There was a time when a gas character lit Erica. I finally shook my fist and shouted, “She’s not crazy, you’re just lying!” on my TV – but while that character annoyed me, I kept listening to them in case they accidentally gave a little hint to steer me in the right direction, and they did. Erica is a striking example of a whodunit enhanced by his captivating characters, dark occult science, and memories of past trauma.

From the general murder case to smaller questions such as what kind of hospital you are staying in, several mysteries weave together through Erica at the same time. It is easy to miss the context essential to understand the full picture. You may get an answer to a question that has been burning in your head for the past half an hour, but that answer may be a truth that offers new avenues to choose from or a lie that leads you astray.
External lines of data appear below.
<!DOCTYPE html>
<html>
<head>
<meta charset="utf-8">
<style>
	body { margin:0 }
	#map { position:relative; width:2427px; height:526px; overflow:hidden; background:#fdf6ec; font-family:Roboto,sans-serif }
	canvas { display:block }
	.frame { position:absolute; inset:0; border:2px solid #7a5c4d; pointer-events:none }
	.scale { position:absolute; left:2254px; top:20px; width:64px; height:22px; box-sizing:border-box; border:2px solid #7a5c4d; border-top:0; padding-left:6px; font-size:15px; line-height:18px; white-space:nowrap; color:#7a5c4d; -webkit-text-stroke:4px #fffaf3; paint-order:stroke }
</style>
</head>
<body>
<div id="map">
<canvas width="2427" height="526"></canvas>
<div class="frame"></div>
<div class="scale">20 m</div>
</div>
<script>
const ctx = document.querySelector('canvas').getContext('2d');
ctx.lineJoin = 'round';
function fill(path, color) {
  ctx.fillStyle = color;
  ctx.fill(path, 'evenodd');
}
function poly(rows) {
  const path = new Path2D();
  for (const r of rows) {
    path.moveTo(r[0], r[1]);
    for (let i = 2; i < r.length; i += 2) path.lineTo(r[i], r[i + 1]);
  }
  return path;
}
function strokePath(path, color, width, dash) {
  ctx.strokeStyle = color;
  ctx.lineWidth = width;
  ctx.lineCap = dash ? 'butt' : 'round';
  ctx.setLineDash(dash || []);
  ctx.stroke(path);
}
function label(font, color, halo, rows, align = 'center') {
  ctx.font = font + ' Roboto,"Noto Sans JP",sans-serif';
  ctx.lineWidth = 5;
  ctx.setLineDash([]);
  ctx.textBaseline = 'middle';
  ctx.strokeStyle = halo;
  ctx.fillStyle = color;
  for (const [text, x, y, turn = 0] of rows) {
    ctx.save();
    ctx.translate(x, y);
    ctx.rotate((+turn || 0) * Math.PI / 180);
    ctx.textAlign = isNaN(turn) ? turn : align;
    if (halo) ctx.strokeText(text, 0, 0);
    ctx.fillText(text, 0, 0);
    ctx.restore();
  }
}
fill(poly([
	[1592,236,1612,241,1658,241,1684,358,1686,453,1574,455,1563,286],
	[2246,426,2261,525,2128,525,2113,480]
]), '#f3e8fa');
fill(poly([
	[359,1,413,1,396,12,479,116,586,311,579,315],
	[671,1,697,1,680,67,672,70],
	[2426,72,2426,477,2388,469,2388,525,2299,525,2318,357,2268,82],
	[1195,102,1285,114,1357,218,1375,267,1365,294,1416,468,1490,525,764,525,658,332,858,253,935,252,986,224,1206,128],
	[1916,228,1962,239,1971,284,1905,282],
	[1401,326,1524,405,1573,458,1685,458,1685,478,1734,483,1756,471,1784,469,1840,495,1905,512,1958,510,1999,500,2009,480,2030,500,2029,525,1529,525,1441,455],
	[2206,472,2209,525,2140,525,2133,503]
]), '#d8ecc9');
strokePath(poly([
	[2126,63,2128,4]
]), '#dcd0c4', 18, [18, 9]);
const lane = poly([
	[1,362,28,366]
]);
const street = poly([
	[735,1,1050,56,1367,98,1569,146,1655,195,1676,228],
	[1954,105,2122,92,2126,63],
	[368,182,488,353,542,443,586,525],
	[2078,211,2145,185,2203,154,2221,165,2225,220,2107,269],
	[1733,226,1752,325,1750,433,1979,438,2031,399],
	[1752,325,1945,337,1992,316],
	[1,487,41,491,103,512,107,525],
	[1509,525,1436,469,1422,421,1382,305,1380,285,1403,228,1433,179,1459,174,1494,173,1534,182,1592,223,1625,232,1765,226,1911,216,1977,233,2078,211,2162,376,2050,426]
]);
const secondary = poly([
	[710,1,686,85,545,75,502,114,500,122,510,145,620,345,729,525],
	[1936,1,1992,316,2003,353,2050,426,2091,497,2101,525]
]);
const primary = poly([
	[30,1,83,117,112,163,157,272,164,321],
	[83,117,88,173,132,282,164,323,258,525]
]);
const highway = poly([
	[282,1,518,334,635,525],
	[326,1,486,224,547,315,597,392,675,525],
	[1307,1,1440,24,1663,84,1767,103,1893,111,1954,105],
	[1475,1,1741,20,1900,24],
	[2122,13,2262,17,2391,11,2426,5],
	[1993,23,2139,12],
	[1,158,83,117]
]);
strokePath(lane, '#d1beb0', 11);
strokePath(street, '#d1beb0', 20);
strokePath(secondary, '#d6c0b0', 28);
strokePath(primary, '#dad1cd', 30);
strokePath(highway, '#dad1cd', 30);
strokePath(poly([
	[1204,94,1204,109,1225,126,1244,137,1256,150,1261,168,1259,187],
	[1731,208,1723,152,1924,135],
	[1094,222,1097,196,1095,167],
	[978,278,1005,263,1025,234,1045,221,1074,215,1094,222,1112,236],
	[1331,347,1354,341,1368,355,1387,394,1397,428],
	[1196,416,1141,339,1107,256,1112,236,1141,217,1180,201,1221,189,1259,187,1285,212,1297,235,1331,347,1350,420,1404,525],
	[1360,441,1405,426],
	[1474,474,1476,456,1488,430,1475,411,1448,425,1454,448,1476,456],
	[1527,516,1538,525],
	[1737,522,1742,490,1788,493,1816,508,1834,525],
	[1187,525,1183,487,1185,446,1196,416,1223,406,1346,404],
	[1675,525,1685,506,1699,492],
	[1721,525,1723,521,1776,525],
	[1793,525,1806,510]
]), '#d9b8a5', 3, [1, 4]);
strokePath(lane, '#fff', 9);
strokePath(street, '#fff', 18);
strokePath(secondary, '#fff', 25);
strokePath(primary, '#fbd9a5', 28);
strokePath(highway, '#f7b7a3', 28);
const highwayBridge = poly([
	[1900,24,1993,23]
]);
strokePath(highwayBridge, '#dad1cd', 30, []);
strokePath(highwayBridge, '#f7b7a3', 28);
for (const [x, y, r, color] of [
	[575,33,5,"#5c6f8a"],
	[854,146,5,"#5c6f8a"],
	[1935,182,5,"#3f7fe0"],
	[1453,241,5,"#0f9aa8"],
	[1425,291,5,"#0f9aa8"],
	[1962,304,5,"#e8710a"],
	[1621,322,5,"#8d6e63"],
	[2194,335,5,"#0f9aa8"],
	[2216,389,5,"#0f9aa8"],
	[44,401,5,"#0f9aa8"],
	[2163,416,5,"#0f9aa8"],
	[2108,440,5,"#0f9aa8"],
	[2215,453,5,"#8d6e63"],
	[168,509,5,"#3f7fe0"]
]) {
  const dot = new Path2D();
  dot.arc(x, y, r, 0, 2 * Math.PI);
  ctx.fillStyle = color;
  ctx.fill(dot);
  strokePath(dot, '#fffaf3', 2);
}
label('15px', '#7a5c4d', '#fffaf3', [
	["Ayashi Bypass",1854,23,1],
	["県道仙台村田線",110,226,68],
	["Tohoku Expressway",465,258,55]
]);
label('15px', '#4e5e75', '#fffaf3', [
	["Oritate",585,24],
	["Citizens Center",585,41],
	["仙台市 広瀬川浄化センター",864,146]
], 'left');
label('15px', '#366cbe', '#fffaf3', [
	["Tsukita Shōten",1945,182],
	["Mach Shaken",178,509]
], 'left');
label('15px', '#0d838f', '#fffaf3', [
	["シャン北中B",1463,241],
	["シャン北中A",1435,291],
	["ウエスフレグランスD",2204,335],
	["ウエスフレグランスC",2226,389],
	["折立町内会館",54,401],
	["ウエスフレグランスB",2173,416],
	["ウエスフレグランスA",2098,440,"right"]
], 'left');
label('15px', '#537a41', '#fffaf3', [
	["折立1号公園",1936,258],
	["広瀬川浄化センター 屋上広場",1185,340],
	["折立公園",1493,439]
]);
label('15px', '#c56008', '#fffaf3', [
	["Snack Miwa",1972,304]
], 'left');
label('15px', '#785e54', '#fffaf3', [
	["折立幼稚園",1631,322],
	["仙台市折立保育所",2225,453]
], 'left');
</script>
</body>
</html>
That mystery management is exciting and turns every experience of the game into its own curious, isolated thriller, shaped by all the answers and stories you care about at the time.
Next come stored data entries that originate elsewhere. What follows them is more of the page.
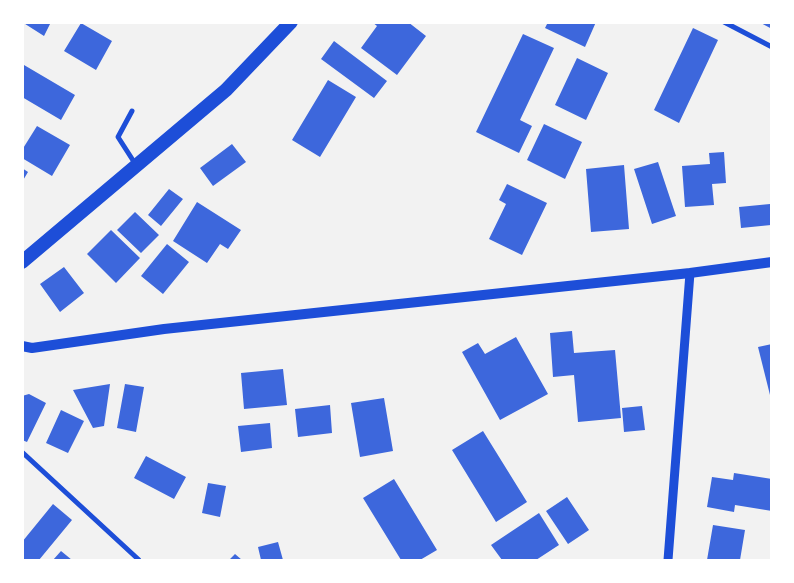 <!DOCTYPE html>
<html>
<head>
<meta charset="utf-8">
<style>
	body { margin:0 }
	#map { position:relative; width:794px; height:583px; overflow:hidden; background:#f2f2f2; font-family:Commissioner,sans-serif }
	canvas { display:block }
	.frame { position:absolute; inset:0; border:24px solid #fff; pointer-events:none }
</style>
</head>
<body>
<div id="map">
<canvas width="794" height="583"></canvas>
<div class="frame"></div>
</div>
<script>
const ctx = document.querySelector('canvas').getContext('2d');
ctx.lineJoin = 'round';
function paint(path, color) { ctx.fillStyle = color; ctx.fill(path, 'evenodd'); }
function stroke(path, color, width, dash) { ctx.strokeStyle = color; ctx.lineWidth = width; ctx.lineCap = dash ? 'butt' : 'round'; ctx.setLineDash(dash || []); ctx.stroke(path); }
paint(new Path2D(`
	M22,22H51L44,36Z
	M372,22H408L426,36L397,75L361,48L377,26Z
	M548,22H596L585,47L545,28Z
	M759,22H772V29Z
	M81,23L112,41L96,70L64,51Z
	M693,28L718,40L679,123L654,110Z
	M523,34L554,48L520,120L532,126L519,153L476,132Z
	M334,41L387,81L374,98L321,59Z
	M577,58L608,73L586,120L555,105Z
	M24,65L75,95L61,120L22,97V68Z
	M328,80L356,97L320,157L292,140Z
	M544,124L582,142L565,179L527,160Z
	M37,126L70,145L52,176L22,158V150Z
	M232,144L246,162L213,186L200,168Z
	M724,152L726,183L712,184L714,205L685,207L682,166L710,164L709,153Z
	M658,162L676,216L652,224L634,169Z
	M624,165L629,229L591,232L586,169Z
	M22,168L28,172L22,182Z
	M507,184L547,203L522,255L489,239L506,204L499,200Z
	M169,189L183,199L161,226L148,215Z
	M197,202L241,230L228,249L220,244L207,263L173,241Z
	M770,204L771,225L741,228L739,207Z
	M135,212L159,235L141,253L117,230Z
	M111,230L140,258L116,283L87,254Z
	M167,244L189,262L163,294L141,276Z
	M64,267L84,293L60,312L40,284Z
	M572,331L574,353L615,350L621,418L578,422L574,375L553,377L550,333Z
	M516,337L548,394L500,420L462,352L478,343L485,354Z
	M772,344V399H771L758,347Z
	M283,369L287,405L244,409L241,373Z
	M110,384L104,426L93,428L73,390Z
	M125,384L144,387L136,432L117,428Z
	M29,394L46,403L27,442L22,440V396Z
	M384,398L393,451L360,457L351,403Z
	M330,405L332,433L298,437L295,409Z
	M642,406L645,430L624,432L622,408Z
	M61,410L84,421L68,453L46,443Z
	M270,423L272,448L241,452L238,426Z
	M483,431L527,502L496,522L452,450Z
	M146,456L186,477L174,499L134,478Z
	M734,473L772,479V511L735,505L734,512L707,507L712,477L733,480Z
	M394,479L437,550L420,560H401L363,498Z
	M208,483L226,486L220,517L202,513Z
	M567,497L589,530L568,544L546,511Z
	M53,504L72,520L39,560H22V542Z
	M539,513L559,545L536,560H502L491,545Z
	M713,525L745,530L740,560H707Z
	M278,542L283,560H261L258,547Z
	M61,551L72,560H53Z
	M235,554L242,560H229Z`), '#3d67dc');
stroke(new Path2D(`
	M724,22L772,47
	M132,111L118,137L136,165
	M22,452L139,560`), '#1d4ed8', 5);
stroke(new Path2D(`
	M668,560L690,273`), '#1d4ed8', 9);
stroke(new Path2D(`
	M22,346L32,348L164,329L690,273L772,262`), '#1d4ed8', 10);
stroke(new Path2D(`
	M22,262L226,90L291,22`), '#1d4ed8', 14);
</script>
</body>
</html>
Most of the actions are intuitive, and you feel like you know where to swipe and what to do before the game even tells you. There is a moment when you and a detective walk to an empty reception that has a bell on it, for example. I lit up when I saw it, and I started tapping a forest on the screen – Erica didn’t hesitate to mimic my actions in her world and drift away, so much so that the detective took her hand off because he got irritated. The straightforward movements make navigation hassle-free, and the ability to quickly identify the actions you can make makes a connection with moment-to-moment gameplay. It keeps your focus on the essential things, like figuring out what the hell is going on in the story.

The movie aspect improves some insidious situations. There are always conversations behind closed doors, and because you have so many questions to answer, sometimes you have to be crazy and to eavesdrop on people. If you look outside too long or open the door too quickly, they will see you, stop their conversation, and share a distressed look with you. Since they are images of real people’s facial expressions, it makes you cringe a bit more – which is one of the most stress-relieving phases I can imagine.

Erica Review: Conclusion

Erica has a robust and elaborate story full of twists and turns that each brings their unique piece into the story. The cryptic tone is carried through by the audio, images, and writing; it never lets you relax. Sometimes weird controls scare you, but there’s an abundance of tantalizing discussions to follow, and being able to shape your adventure is a treat. Using a combination of precise cinematography and FMV-specific game mechanics, Erica always manages to hook you into his spooky, mysterious world.

Telling Lies Review

8 Total Score
Our Verdict

In Erica, you have to nurture those sweet breaks before they are quickly swept out of your hands and replaced with a hefty dose of worry, stress, and a side of confusion.